Florida Republicans, especially those close to DeSantis, welcome the White House’s focus on the governor, arguing that it not only drives him, but also shows that the opposing party is concerned about him.
“He shows the weaknesses of his policies and the great support for what the governor does,” Ferré said. And DeSantis press secretary Christina Pushaw said the Republican governor is making his decision “based on scientific data and empirical evidence, not on signaling virtues or political considerations.”

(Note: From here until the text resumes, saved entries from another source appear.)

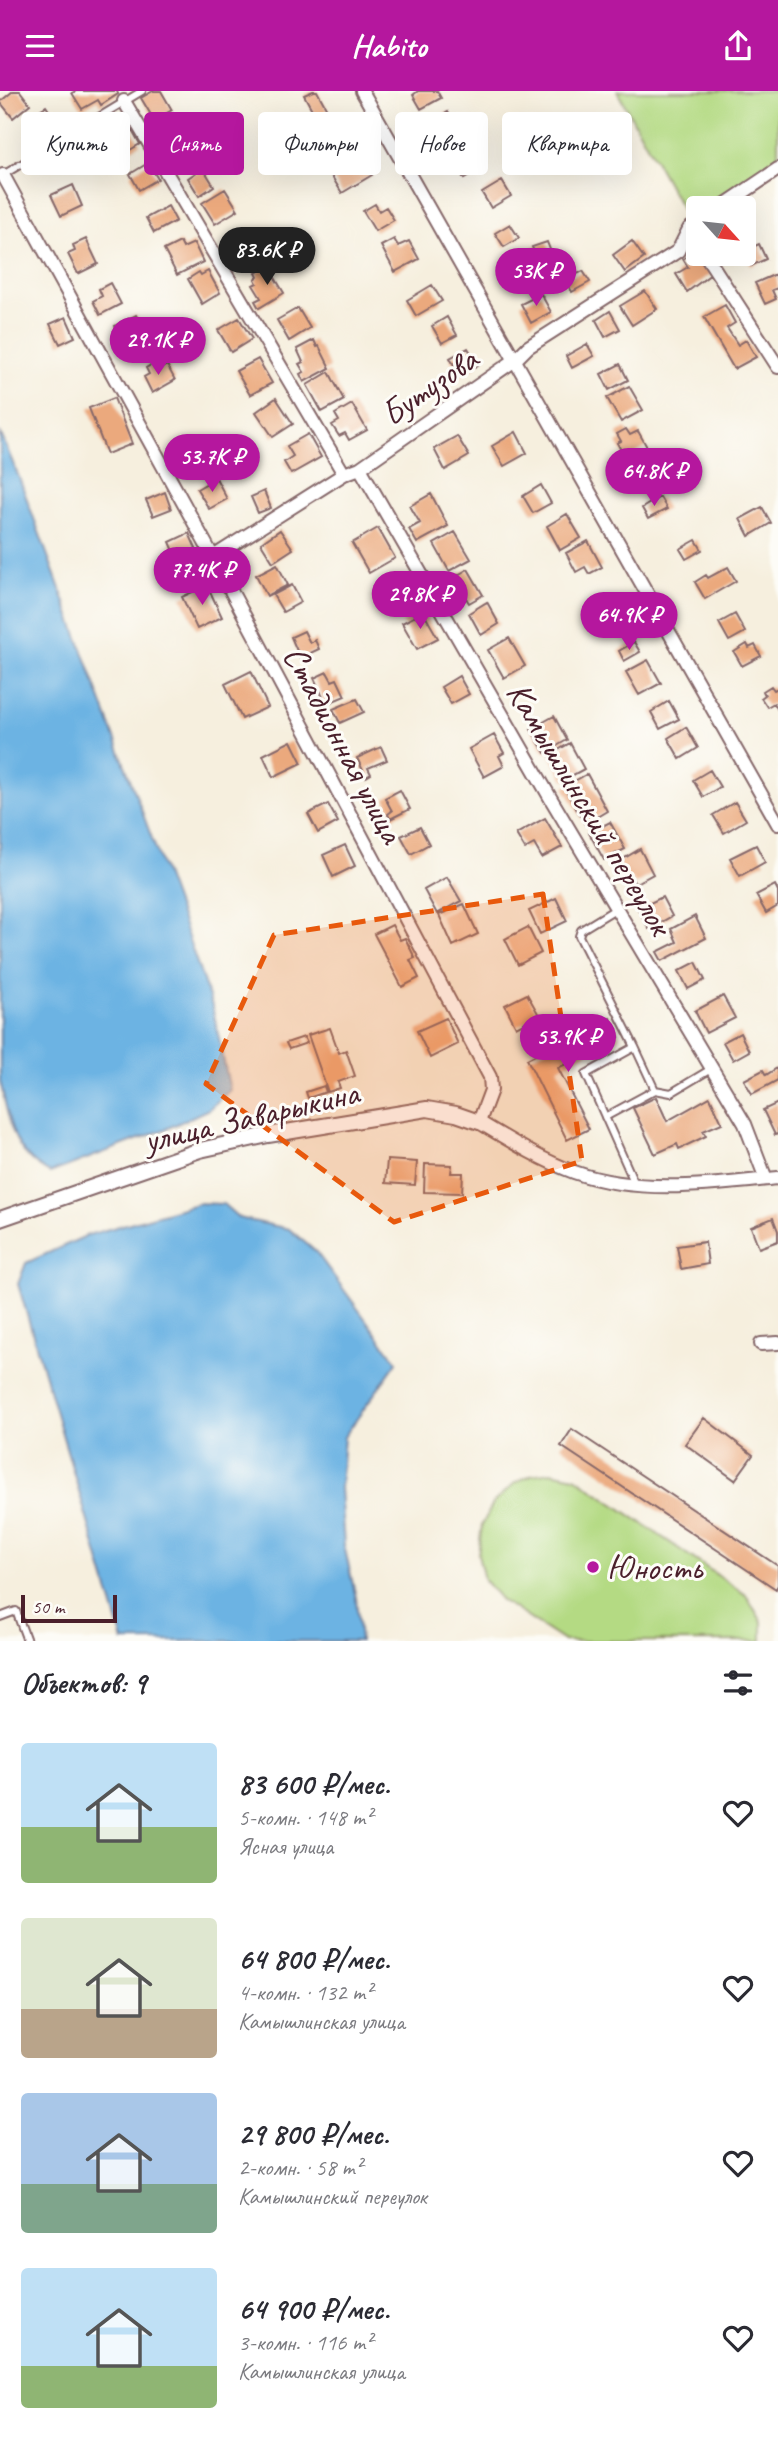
<!DOCTYPE html>
<html lang="ru">
<meta charset="utf-8">
<style>
body{margin:0;font-family:Caveat,sans-serif;background:#f2f2f3;color:#2b2b33;height:100vh;display:flex;flex-direction:column;font-size:26px;white-space:nowrap}
*{box-sizing:border-box;margin:0}
p{font-size:23px;color:#7c7c81}
.icon{flex:none;width:38px;height:38px;fill:none;stroke:currentColor;stroke-width:2;stroke-linecap:round;stroke-linejoin:round}
.map{position:relative;height:1550px;overflow:hidden}
.sheet{display:flex;flex-direction:column;background:#fff;flex:1}
.sheet>*{flex:none}
.banner{position:absolute;left:21px;top:21px;width:737px;height:63px;display:flex;gap:14px}
.needle{width:46px;rotate:117deg}
.controls{position:absolute;left:686px;top:105px;display:grid;gap:14px}
.controls a{display:grid;place-items:center;width:70px;height:70px;border-radius:7px;background:#fff;box-shadow:0 7px 28px #0002;font-size:35px}
.scale{position:absolute;left:21px;bottom:18px;width:96px;box-sizing:border-box;padding-left:7px;border:4px solid #4a1f2b;border-top:0;font-size:19px;line-height:24px;white-space:nowrap;color:#4a1f2b;-webkit-text-stroke:5px #fdfcf7;paint-order:stroke}
.price{position:absolute;translate:-50% -60px;padding:0 16px;border-radius:24px;background:#b5179e;color:#fff;font-size:23px;line-height:46px;filter:drop-shadow(0 2px 4px #0008)}
.price::after{content:'';position:absolute;left:50%;top:42px;width:21px;height:16px;margin-left:-10px;background:inherit;clip-path:polygon(0 0,100% 0,50% 100%)}
.price.on{background:#222;color:#fff}
ul{padding:0;list-style:none}
li{display:flex;align-items:center;gap:21px;height:175px;padding:0 21px}
li span{display:grid;place-items:center;flex:none;width:196px;height:140px;border-radius:7px;color:#555}
li>.icon{margin-inline-start:auto}
span .icon{width:84px;height:84px;fill:#fffc;stroke-width:1}
li b{font-size:30px}
h2{display:flex;justify-content:space-between;align-items:center;height:84px;padding:0 21px;font-size:30px}
.tag{padding:0 24px;border-radius:7px;background:#fff;box-shadow:0 7px 28px #0002;font-size:24px;line-height:63px}
.tag.on{background:#b5179e;color:#fff}
header{display:flex;justify-content:space-between;align-items:center;height:91px;padding:0 21px;background:#b5179e;color:#fff;font-size:32px;font-weight:600}
.map>svg:first-child{display:block}
.green{fill:#b4da83;stroke:#7f7c57;stroke-width:2}
.water{fill:#6cb3e3;stroke:#5b6987;stroke-width:2}
.building{fill:#eba97d}
.lines{fill:none;stroke-linecap:round;stroke-linejoin:round}
.service-casing{stroke:#86686a;stroke-width:10}
.minor-casing{stroke:#86686a;stroke-width:16}
.tertiary-casing{stroke:#86686a;stroke-width:18}
.service{stroke:#fff;stroke-width:6}
.minor{stroke:#fff;stroke-width:12}
.tertiary{stroke:#fff;stroke-width:14}
.marked{fill:#e8590c;fill-opacity:0.2;stroke:#e8590c;stroke-width:5;stroke-dasharray:14 9;stroke-linejoin:round}
.poi-dot{fill:#b5179e;stroke:#fdfcf7;stroke-width:2.5}
.labels{text-anchor:middle;stroke-width:6;stroke-linejoin:round;paint-order:stroke}
.street-label{font-size:35px;fill:#4a1f2b;stroke:#fdfcf7}
.poi-label{font-size:35px;fill:#4a1f2b;stroke:#fdfcf7;text-anchor:start}
</style>
<header><svg class="icon" aria-label="menu" viewBox="0 0 24 24"><path d="M4 6h16M4 12h16M4 18h16"/></svg>Habito<svg class="icon" aria-label="share" viewBox="0 0 24 24"><path d="M12 15V3M7 8l5-5 5 5M5 13v7h14v-7"/></svg></header>
<div class="map">
<svg width="778" height="1550" viewBox="0 0 778 1550">
<rect width="100%" height="100%" fill="#fdfcf7"/>
<filter id="ink" filterUnits="userSpaceOnUse"><feTurbulence type="fractalNoise" baseFrequency=".0143" numOctaves="2"/><feDisplacementMap in="SourceGraphic" scale="14" xChannelSelector="R" yChannelSelector="G"/><feConvolveMatrix kernelMatrix="1 2 1 2 8 2 1 2 1" color-interpolation-filters="sRGB"/></filter>
<filter id="wash" filterUnits="userSpaceOnUse"><feTurbulence type="fractalNoise" baseFrequency=".00686" numOctaves="4" result="noise"/><feDisplacementMap in="SourceGraphic" scale="28" xChannelSelector="R" yChannelSelector="G"/><feGaussianBlur stdDeviation="1.57" result="paint"/><feColorMatrix in="noise" values="0 0 0 0 0 0 0 0 0 0 0 0 0 0 0 0 0 1.4 0 .05"/><feComposite in="paint" operator="in"/></filter>
<g filter="url(#wash)">
<rect width="100%" height="100%" fill="#f6efde"/>
<path class="green" d="M617,0h161v70l-69,47h-11v7l-9,7z
M551,1381l24,5 171,118 16,27v19h-198l-63,-41 -17,-20 -6,-26 4,-29 12,-23 21,-19 16,-8z"/>
<path class="water" d="M0,341l18,43 164,445 30,86 18,84 -21,19 -41,19 -118,45c-40,-21 -40,-52 -50,-92z
M200,1112l23,1 16,14 50,11 27,23 81,110 -53,75 -4,51 4,57 12,53 4,43h-237l-105,-357 8,-21 62,-28z"/>
<g id="blocks">
<path class="building" d="M13,0h7l10,13 -17,14 -13,-16z
M76,0h41l1,3 -17,11 -3,-5 -16,9 -10,-16z
M153,0h8l11,19 -18,10 -13,-22z
M313,0h4l11,20 -12,6 -12,-22z
M418,0h19l4,7 -20,11 -8,-14z
M46,15l13,20 -16,10 -13,-20z
M448,21l10,18 -6,3 3,6 -16,9 -13,-23z
M125,26l15,27 -22,13 -15,-27z
M184,26l14,22 -24,14 -13,-22z
M341,41l10,16 -23,14 -10,-17z
M353,67l5,9 7,-4 7,12 -30,18 -13,-21z
M474,67l7,11 -17,10 -6,-11z
M148,72l10,16 -19,11 -9,-16z
M203,77l11,18 -15,10 -11,-18z
M502,90l9,15 -20,12 -9,-15z
M73,94l9,21 -21,10 -10,-21z
M225,98l13,21 -23,14 -13,-21z
M375,113l4,7 7,-4 8,13 -19,11 -12,-20z
M168,115l8,15 -22,12 -8,-15z
M510,133l9,14 -15,9 -9,-14z
M246,139l16,24 -21,13 -16,-24z
M86,148l12,25 -20,10 -10,-20 7,-3 -2,-6z
M394,148l4,7 11,-5 10,18 -24,13 -14,-26z
M632,150l12,17 -19,14 -12,-17z
M180,151l3,6 11,-5 9,19 -26,13 -13,-25z
M547,151l8,20 -15,6 -2,-4 -6,2 -4,-11 6,-3 -2,-5z
M759,153l7,15 -15,7 -4,-7 -4,2 -4,-7h5v-3z
M696,159l15,24 -24,18 -11,-18 12,-7 -5,-8z
M268,175l16,27 -25,15 -4,-7 6,-3 -8,-13 4,-2 -2,-4 3,-2 -2,-4z
M208,180l12,22 -18,11 -14,-25 11,-7 2,3z
M583,180l7,11 -18,10 -7,-12z
M776,183l2,14 -6,2 4,9 -11,5 -10,-21z
M110,192l11,21 -21,11 -7,-14 9,-5 -3,-7z
M432,194l10,16 -26,15 -9,-16z
M645,200l12,18 -25,16 -12,-19z
M541,203l10,18 -20,11 -10,-19z
M725,214l10,18 -8,5 11,17 8,-5 10,17 -22,12 -30,-52z
M298,217l12,20 -21,13 -12,-21z
M610,220l10,18 -15,8 -9,-17z
M136,224l15,29 -15,8 -9,-16 -6,3 -6,-13z
M66,226l9,20 -15,7 -10,-20z
M447,226l10,18 -15,8 -10,-17z
M239,227l13,21 -21,13 -13,-22z
M314,249l3,7 2,-1 11,22 -26,14 -4,-8 4,-2 -5,-8 4,-2 -6,-13z
M587,253l7,12 -22,12 -6,-12z
M468,257l10,17 -18,11 -10,-18z
M258,268l14,24 -22,12 -14,-24z
M158,270l3,7 6,-3 8,15 -23,13 -8,-16 5,-3 -3,-6z
M620,273l8,16 -19,10 -8,-16z
M329,281l15,28 -22,12 -15,-27z
M629,295l14,24 -22,12 -14,-24z
M114,307l18,46 -25,10 -18,-46z
M276,307l17,26 -20,13 -17,-25z
M352,313l15,26 -18,10 -4,-7 -6,3 -7,-11 7,-4 -4,-7z
M626,338l4,6 8,-4 9,16 -21,12 -9,-16 4,-2 -4,-7z
M516,341l11,21 -23,13 -12,-20z
M308,343l13,23 -30,17 -7,-12 9,-6 -6,-10z
M457,345l12,20 -24,14 -11,-21z
M196,351l9,17 -16,8 -8,-17z
M648,363l9,17 -28,16 -9,-17z
M216,387l11,21 -18,10 -12,-20z
M541,394l10,18 -18,10 -10,-17z
M264,400l7,17 -13,5 -7,-16z
M165,401l6,17 -18,7 -7,-16z
M431,403l17,32 -31,17 -8,-14 11,-6 -10,-17z
M660,406l7,12 -19,10 -6,-11z
M762,416l9,16 -22,13 -9,-17z
M567,423l14,24 -21,12 -13,-24z
M378,437l17,30 -26,15 -17,-30z
M280,439l13,19 -20,13 -12,-19z
M455,441l16,27 -22,12 -15,-27z
M189,442l8,18 -19,9 -8,-18z
M696,449l6,10 -16,9 -6,-10z
M588,450l14,26 -13,7 -4,-7 -9,5 -10,-19z
M277,473l11,21 -21,11 -11,-21z
M728,476l8,14 -31,18 -10,-17 11,-7 2,3z
M468,478l15,26 -14,8 -3,-5 -9,4 -11,-20z
M207,494l15,32 -25,12 -15,-32z
M292,494l9,17 -18,10 -10,-17z
M615,510l6,12 -24,13 -6,-11z
M487,511l12,22 -18,11 -12,-22z
M423,521l15,26 -21,11 -15,-26z
M735,523l10,18 -16,9 -10,-18z
M304,540l6,12 5,-3 4,9 -19,9 -9,-21z
M509,547l16,28 -21,12 -16,-28z
M634,551l6,10 -16,9 -5,-10z
M747,553l2,4 6,-3 6,11 -19,10 -8,-14z
M648,569l13,23 -22,12 -13,-23z
M251,580l17,36 -26,12 -17,-35z
M327,581l5,9 5,-2 8,17 -19,8 -12,-26z
M459,585l10,18 -18,10 -10,-17z
M771,595l3,4 4,-2v22l-4,-7 -7,4 -6,-9 4,-3 -2,-4z
M357,608l7,13 -24,11 -7,-14z
M669,610l10,18 -19,10 -9,-17z
M554,625l13,24 -22,13 -14,-24z
M686,636l12,21 -18,11 -12,-21z
M494,644l10,18 -5,3 5,10 -20,11 -15,-28z
M291,650l11,22 -29,14 -10,-22z
M570,652l14,26 -20,11 -14,-25z
M381,656l6,13 -19,8 3,6 -5,3 -9,-19z
M710,679l10,17 -17,10 -10,-17z
M587,683l20,37 -22,13 -21,-37z
M400,699l10,19 -20,10 -2,-5 4,-3 -7,-13z
M735,711l11,18 -22,13 -11,-18z
M328,713l10,18 -20,11 -10,-19z
M545,727l17,29 -20,11 -8,-14 -9,5 -9,-15z
M610,731l15,27 -21,11 -15,-27z
M420,736l9,17 -18,10 -10,-18z
M345,754l10,21 -22,11 -10,-22z
M756,754l9,17 -25,14 -10,-18z
M640,758l13,25 -18,10 -4,-7 -9,5 -9,-17z
M447,786l14,24 -24,13 -13,-24z
M775,794l3,6v15l-12,7 -10,-18z
M662,806l10,19 -23,13 -11,-20z
M556,807l11,23 -27,13 -11,-23z
M464,813l14,30 -25,12 -14,-31z
M695,825l11,22 -44,23 -5,-9 20,-10 -6,-13z
M392,834l8,15 5,-2 10,20 -5,2 9,18 -17,9 -28,-53z
M528,836l13,26 -23,12 -13,-26z
M696,871l9,18 -17,9 -9,-18z
M527,903l12,21 -23,12 -11,-22z
M723,905l12,22 -29,15 -11,-22z
M446,927l12,26 -28,14 -13,-27z
M610,927l9,19 -61,31 31,61 -22,11 -40,-81z
M330,937l9,25 7,-3 9,26 -17,6 2,6 -12,4 -20,-57z
M740,942l9,18 -16,9 -10,-18z
M304,946l3,6 -18,6 -3,-6z
M777,977l1,12 -26,14 -8,-14 19,-10 3,5z
M324,995l2,6 -18,6 -2,-6z
M656,1006l11,24 43,-24 12,26 -19,8 3,5 -27,13 -2,-5 -22,10 -22,-46z
M778,1012v31l-3,1 -12,-25z
M387,1069l30,2 -2,23 -30,-2z
M425,1073l27,1 -1,8h12l-1,20 -38,-1z
M773,1127l5,13v10l-19,7 -8,-21z
M705,1151l3,22 -27,5 -4,-23z
M704,1327l49,37 -18,25 -50,-36z
M572,1338l206,137v19l-2,4 -215,-143z"/>
</g>
</g>
<g filter="url(#ink)">
<use href="#blocks" fill-opacity="0" stroke="#86686a" stroke-width="2"/>
<g class="lines">
<g class="service-casing">
<path id="service" d="M3,84l139,-84
M617,817l-36,22 -2,6 56,111
M605,1026l50,-27 16,3 40,-24
M635,1093l-49,-110 49,-27 20,43
M0,1526l16,-6 11,30"/>
</g>
<g class="minor-casing">
<path id="minor" d="M362,0l416,733
M124,10l220,373
M3,84l210,382 277,520 1,13 -12,32c30,18 62,38 95,50 64,23 138,13 204,6
M720,117l58,-39
M689,138l9,14
M705,163l73,113
M360,377l191,331 194,325 21,55
M213,466l131,-83 16,-6 155,-108 13,-13 150,-96 11,-22 9,-6
M761,1253l17,-1"/>
</g>
<g class="tertiary-casing">
<path id="tertiary" d="M0,1128l200,-69 68,-15 159,-26 29,5 23,8"/>
</g>
<use href="#service" class="service"/>
<use href="#minor" class="minor"/>
<use href="#tertiary" class="tertiary"/>
</g>
</g>
<path class="marked" d="M543,803l39,267 -188,61 -188,-138 68,-149z"/>
<circle class="poi-dot" cx="593" cy="1476" r="7"/>
<g class="labels">
<g class="street-label">
<text transform="translate(429 295) rotate(-35)" y="12">Бутузова</text>
<text transform="translate(344 653) rotate(62)" y="12">Стадионная улица</text>
<text transform="translate(590 717) rotate(59)" y="12">Камышлинский переулок</text>
<text transform="translate(251 1025) rotate(-13)" y="12">улица Заварыкина</text>
</g>
<g class="poi-label">
<text x="607" y="1488">Юность</text>
</g>
</g>
</svg>
<div class="controls">
<a><svg class="needle" viewBox="-14 -14 28 28"><path d="M0-13l5 13h-10z" fill="#e53935"/><path d="M0 13l5-13h-10z" fill="#7c7c81"/></svg></a>
</div>
<div class="scale">50 m</div>
<b class="price on" style="left:267px;top:196px">83.6K ₽</b>
<b class="price" style="left:536px;top:217px">53K ₽</b>
<b class="price" style="left:158px;top:286px">29.1K ₽</b>
<b class="price" style="left:212px;top:403px">53.7K ₽</b>
<b class="price" style="left:654px;top:417px">64.8K ₽</b>
<b class="price" style="left:202px;top:516px">77.4K ₽</b>
<b class="price" style="left:420px;top:540px">29.8K ₽</b>
<b class="price" style="left:629px;top:561px">64.9K ₽</b>
<b class="price" style="left:568px;top:983px">53.9K ₽</b>
<div class="banner">
<a class="tag">Купить</a>
<a class="tag on">Снять</a>
<a class="tag">Фильтры</a>
<a class="tag">Новое</a>
<a class="tag">Квартира</a>
</div>
</div>
<section class="sheet">
<h2>Объектов: 9<svg class="icon" aria-label="filters" viewBox="0 0 24 24"><path d="M4 7h16M4 17h16"/><circle cx="9" cy="7" r="2"/><circle cx="15" cy="17" r="2"/></svg></h2>
<ul>
<li><span style="background:linear-gradient(#bfe0f5 60%,#8fb573 0)"><svg class="icon" aria-label="home" viewBox="0 0 24 24"><path d="M3 11l9-7 9 7M6 9v11h12V9"/></svg></span><div><b>83 600 ₽/мес.</b><p>5-комн. · 148 m²</p><p>Ясная улица</p></div><svg class="icon" aria-label="heart" viewBox="0 0 24 24"><path d="M12 20l-8-8c-3-5 5-10 8-4 3-6 11-1 8 4z"/></svg></li>
<li><span style="background:linear-gradient(#dfe7d0 65%,#b9a48a 0)"><svg class="icon" aria-label="home" viewBox="0 0 24 24"><path d="M3 11l9-7 9 7M6 9v11h12V9"/></svg></span><div><b>64 800 ₽/мес.</b><p>4-комн. · 132 m²</p><p>Камышлинская улица</p></div><svg class="icon" aria-label="heart" viewBox="0 0 24 24"><path d="M12 20l-8-8c-3-5 5-10 8-4 3-6 11-1 8 4z"/></svg></li>
<li><span style="background:linear-gradient(#a9c7e8 65%,#7fa58c 0)"><svg class="icon" aria-label="home" viewBox="0 0 24 24"><path d="M3 11l9-7 9 7M6 9v11h12V9"/></svg></span><div><b>29 800 ₽/мес.</b><p>2-комн. · 58 m²</p><p>Камышлинский переулок</p></div><svg class="icon" aria-label="heart" viewBox="0 0 24 24"><path d="M12 20l-8-8c-3-5 5-10 8-4 3-6 11-1 8 4z"/></svg></li>
<li><span style="background:linear-gradient(#bfe0f5 70%,#8fb573 0)"><svg class="icon" aria-label="home" viewBox="0 0 24 24"><path d="M3 11l9-7 9 7M6 9v11h12V9"/></svg></span><div><b>64 900 ₽/мес.</b><p>3-комн. · 116 m²</p><p>Камышлинская улица</p></div><svg class="icon" aria-label="heart" viewBox="0 0 24 24"><path d="M12 20l-8-8c-3-5 5-10 8-4 3-6 11-1 8 4z"/></svg></li>
</ul>
</section>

The stream of all the comments from Florida Republicans is that Biden, who could run for re-election in 2024, is asking DeSantis, in part, because he could be his opponent in his candidacy for a second term.
“The governor has a pulse on what’s important in Florida, and that’s really an echo message” beyond Sunshine State, Ferré argued.
This argument, said John Anzalone, Biden’s longtime political adviser and pollster, shows how DeSantis’ scrap with the White House is “planned” and the governor “leads it from a political perspective.”
“When you really engage in persecution, Ron DeSantis doesn’t even talk to his constituents in Florida. He’s talking to Republican primary voters in Iowa and New Hampshire,” Anzalone said. “He is the son of the poster of political rhetoric and irresponsibility on this issue.”
Democrats use DeSantis against other Republicans
The White House is far from alone in defending DeSantis’ response to the coronavirus as a political frustration of what could happen if a Republican took control of a state this year or in 2022.
California Gov. Gavin Newsom, who is facing a withdrawal election, in part because of the wrong steps he took during the coronavirus pandemic, used DeSantis as a warning in recent statements to volunteers, arguing that the election of a Republican in California would mean that the state’s response would begin. imitate Florida.
Virginia Democrats have also begun comparing Republican Gov. Glenn Youngkin to DeSantis, noting that the political newcomer has backed DeSantis. Virginia Democratic Party President Susan Swecker accused Youngkin of “imitating” and “modeling” herself after DeSantis in a recent call to “encode vaccine radicals.” Youngkin praised DeSantis ’treatment of various aspects of the coronavirus crisis in this year’s interviews.
And in New Jersey, Democrats have pointed out how Republican candidate for governor Jack Ciattarelli has praised DeSantis’ “leadership” during the pandemic, lifting the Florida Republican to attack Democratic Gov. Phil Murphy’s response to the virus. Murphy is re-elected in November.
“Ron DeSantis has put his donors and his political ambition before the children of Florida and Republicans across the country want to follow his example,” said David Turner, a spokesman for the Democratic Governors Association. “If Republicans believe this is the best way to recover from Covid, they will face a voter count in 2021 and 2022.”